Why Sales Playbooks are Essential for Sales Effectiveness
Sales messaging is often missing
Organizations produce messages on different levels. There’s a corporate strategy which influences strategies for growth. There’s marketing strategy that turns into brand messaging, determining how to position your organization in the marketplace.

Below that level is “sales messaging.” This level of message is often missing. It’s different from brand messaging (which often receives the most resources) because “sales messaging” is focused on the tactical customer conversations level. Salespeople need bite-sized practical resources in order to have effective buyer conversations. This type of content focuses solely on enabling more productive conversations with prospective buyers – questions to ask in a meeting to demonstrate insight, customer stories, whiteboard models to draw during a meeting…
While sales messaging requires a different focus, it shouldn’t be disconnected from the corporate strategy and marketing strategy. There should be consistency between strategy and what salespeople actually say during customer conversations.
You need salespeople to deliver the right message
Sales reps will say something in a sales conversation, and it can be either the right message to differentiate your company or an off-book message. Research shows that salespeople end up creating their own presentations. The “State of the Sales Rep” study by Brainshark shows salespeople report that they end up creating 51% of the content they use on their own. Without being equipped with the right messaging, sales will take ownership of generating the message.

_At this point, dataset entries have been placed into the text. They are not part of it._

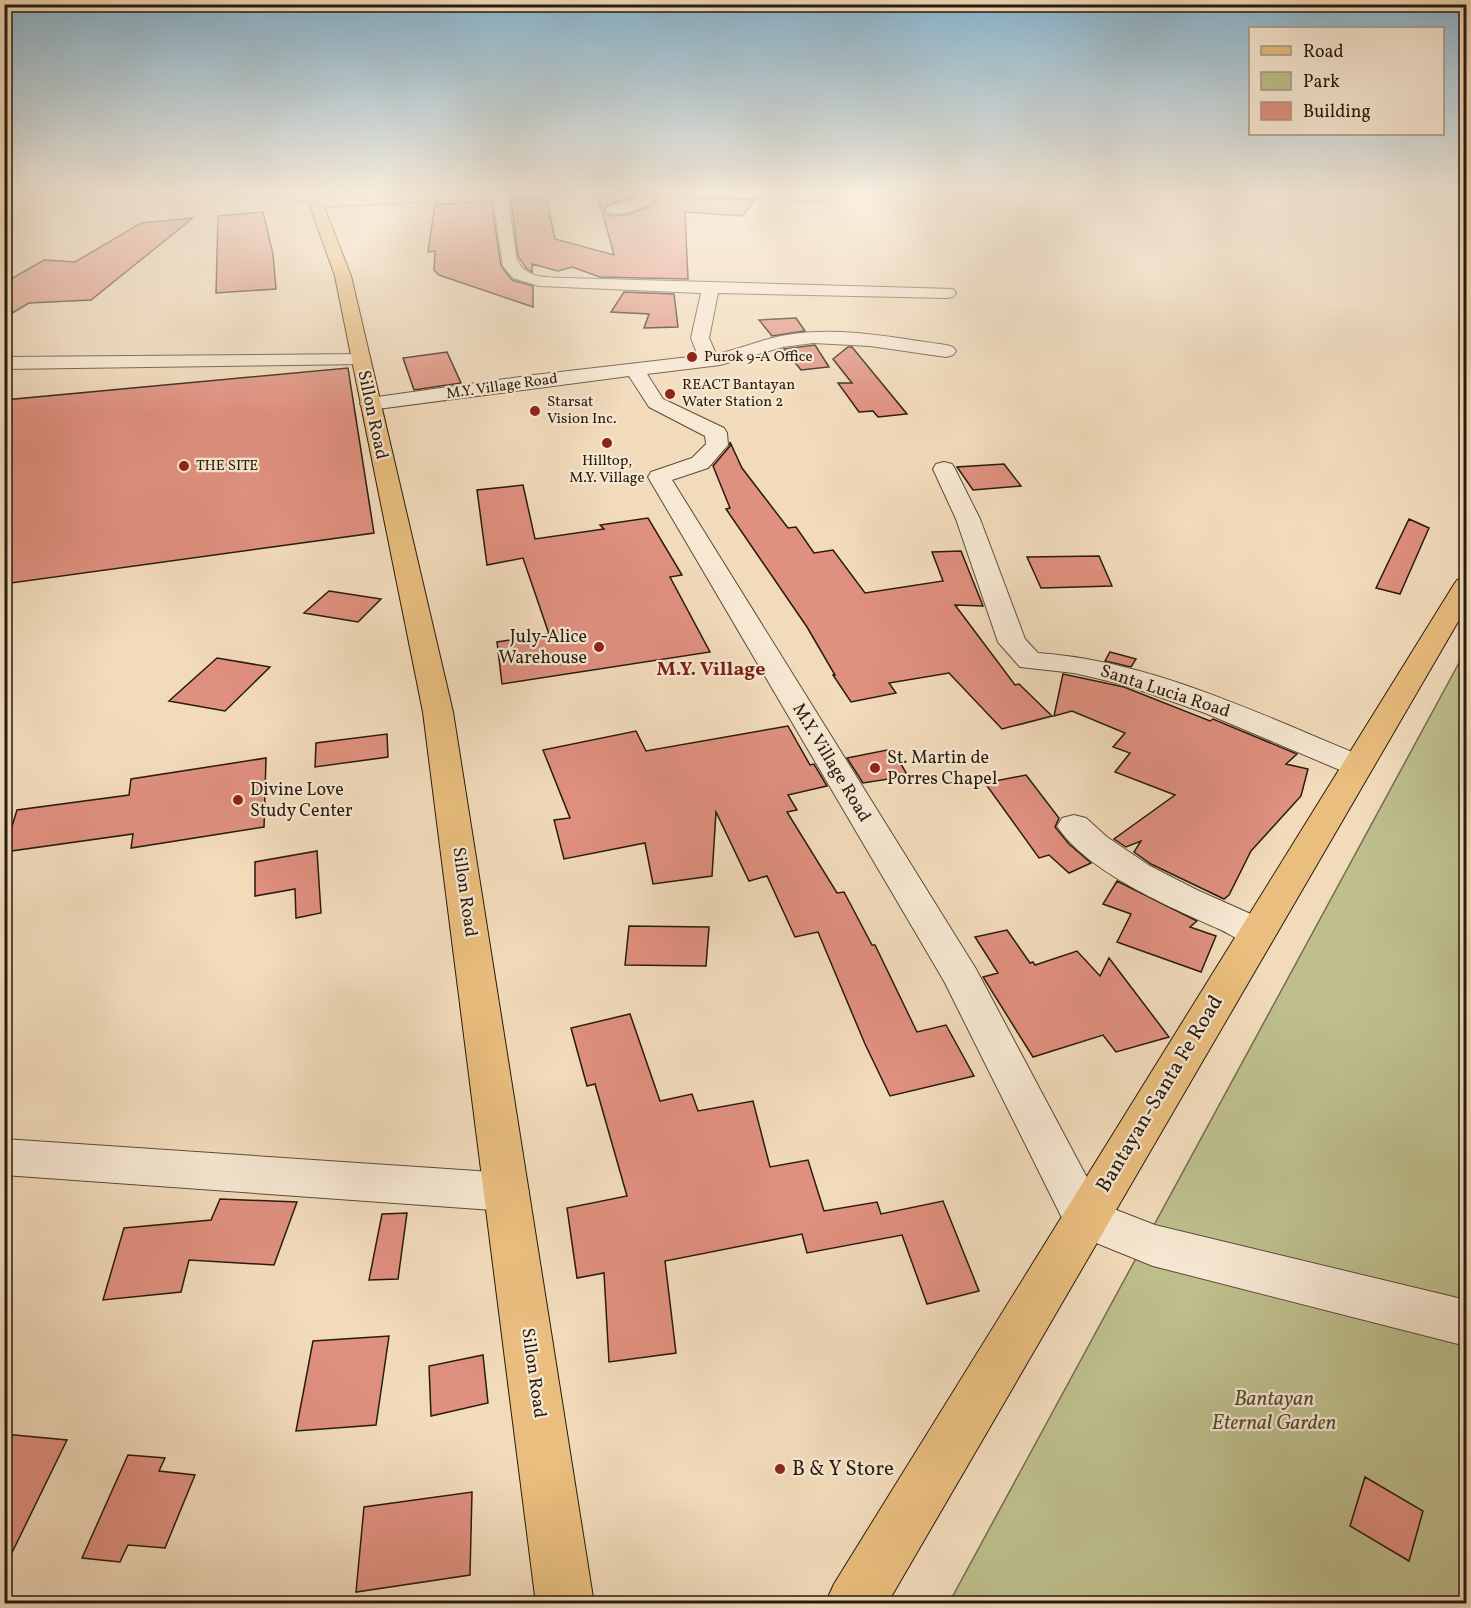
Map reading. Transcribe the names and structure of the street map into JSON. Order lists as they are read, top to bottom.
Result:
{
  "streets": {
    "main road": ["Sillon Road", "Bantayan-Santa Fe Road"],
    "street": ["M.Y. Village Road", "Santa Lucia Road"]
  },
  "crossings": [
    ["M.Y. Village Road", "Sillon Road"],
    ["M.Y. Village Road", "Bantayan-Santa Fe Road"],
    ["Santa Lucia Road", "Bantayan-Santa Fe Road"]
  ],
  "districts": ["M.Y. Village"],
  "parks": ["Bantayan Eternal Garden"],
  "places": [
    "Purok 9-A Office",
    "REACT Bantayan Water Station 2",
    "Starsat Vision Inc.",
    "Hilltop, M.Y. Village",
    "THE SITE",
    "July-Alice Warehouse",
    "St. Martin de Porres Chapel",
    "Divine Love Study Center",
    "B & Y Store"
  ],
  "legend": ["Road", "Park", "Building"]
}
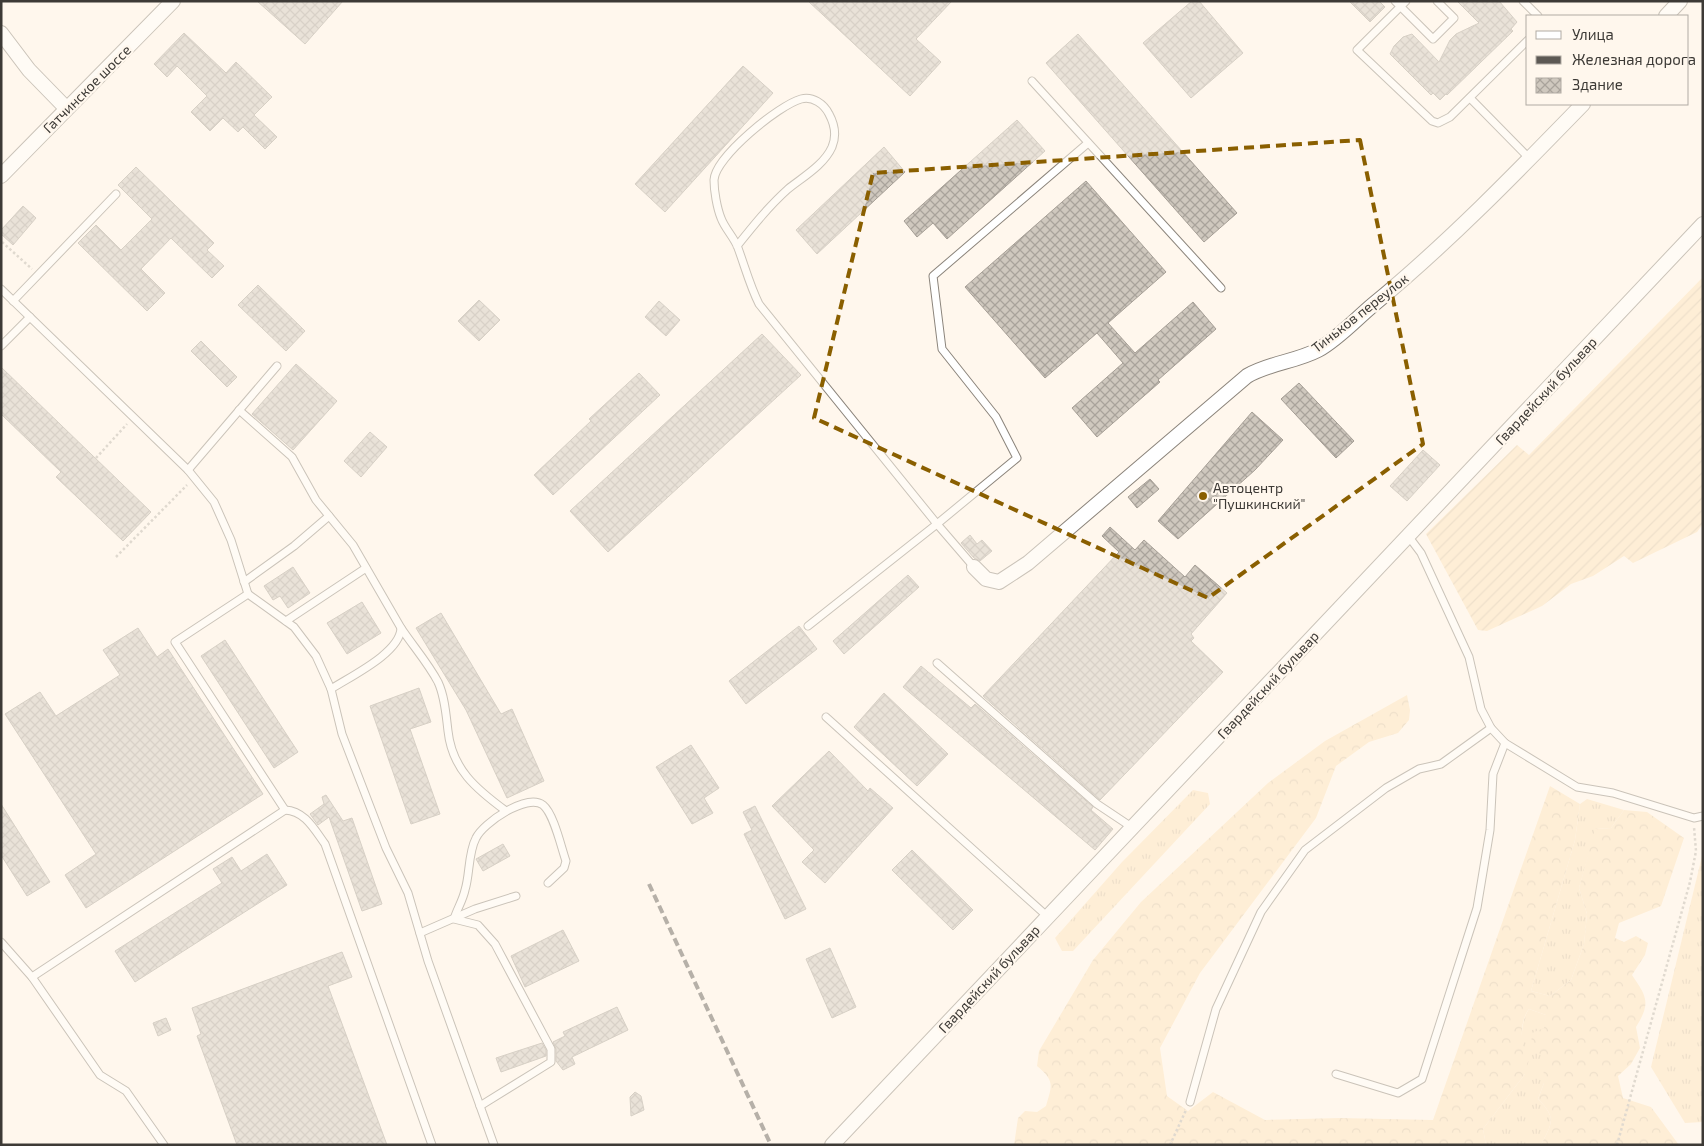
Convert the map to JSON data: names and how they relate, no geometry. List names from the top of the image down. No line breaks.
{"streets":{"street":["Гатчинское шоссе","Тиньков переулок","Гвардейский бульвар"]},"places":["Автоцентр \"Пушкинский\""],"legend":["Улица","Железная дорога","Здание"]}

How do you build, package, and deploy content and tools in a way that sales will actually use it? Playbooks provide a repeatable structure for delivering content on the “sales messaging” level.

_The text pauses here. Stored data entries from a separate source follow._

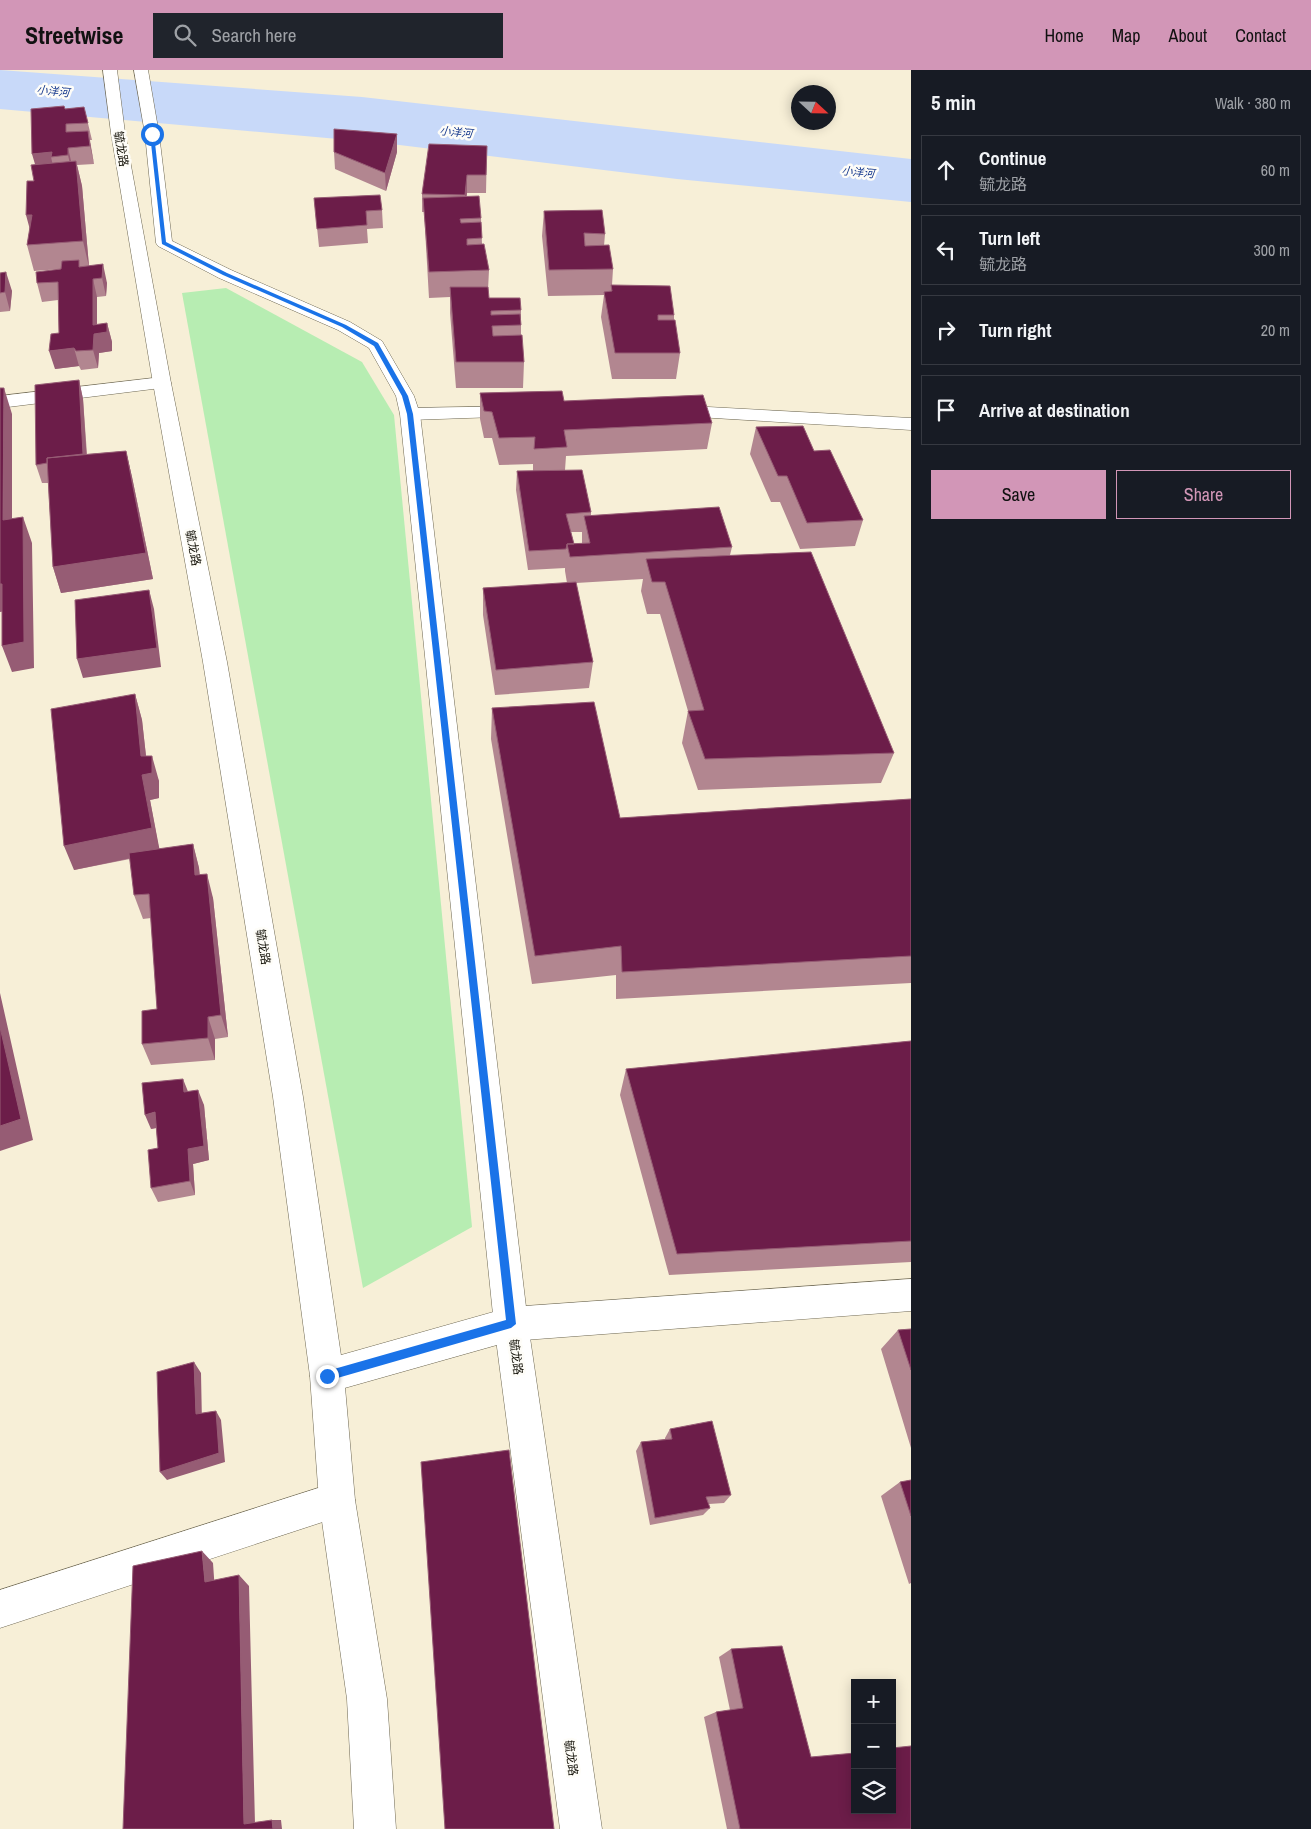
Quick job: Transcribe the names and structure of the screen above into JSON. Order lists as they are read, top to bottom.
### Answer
{
  "streets": {
    "main road": ["毓龙路"]
  },
  "water": ["小洋河"],
  "north": "right",
  "page": {
    "header": "Streetwise",
    "search": "Search here",
    "nav": [
      "Home",
      "Map",
      "About",
      "Contact"
    ],
    "heading": ["5 min", "Walk · 380 m"],
    "list": [
      ["Continue", "毓龙路", "60 m"],
      ["Turn left", "毓龙路", "300 m"],
      ["Turn right", "20 m"],
      "Arrive at destination"
    ],
    "buttons": ["Save", "Share"],
    "map_buttons": ["+", "−"]
  }
}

What to put in a sales playbook
Sales playbooks consist of content and strategies focused on preparing sales reps to be successful in their calls, meetings, and presentations. Playbooks can cover a wide variety of sales plays—from guidance on a comprehensive enterprise story to a narrowly focused play like a specific persona, vertical, solution, or partner.

DSG and Highspot surveyed 144 sales, marketing, and enablement professionals across 74 organizations about the contents and creation of their sales playbooks. Here is how those organizations are using sales playbooks:
Sales Playbooks Contain:
Instructions on how to sell products or solutions
Provides coaching for sellers
Describes our sales methodology
Instructions on how to differentiate from competition
Instructions on how to sell to different personas
Instructions on how to engage specific industries
Contains best practices of top performers
Top reasons for creating sales playbooks

Sales and marketing leadership creates a plan for future sales growth. Having a sales playbook helps to implement that strategic direction across the entire sales team, connecting strategy to the sales conversation. The top two reasons for creating are shifting to solution selling and implementing a new message, according to the survey. A sales playbook is especially crucial for supporting a new sales strategy that requires behavior change from sales reps.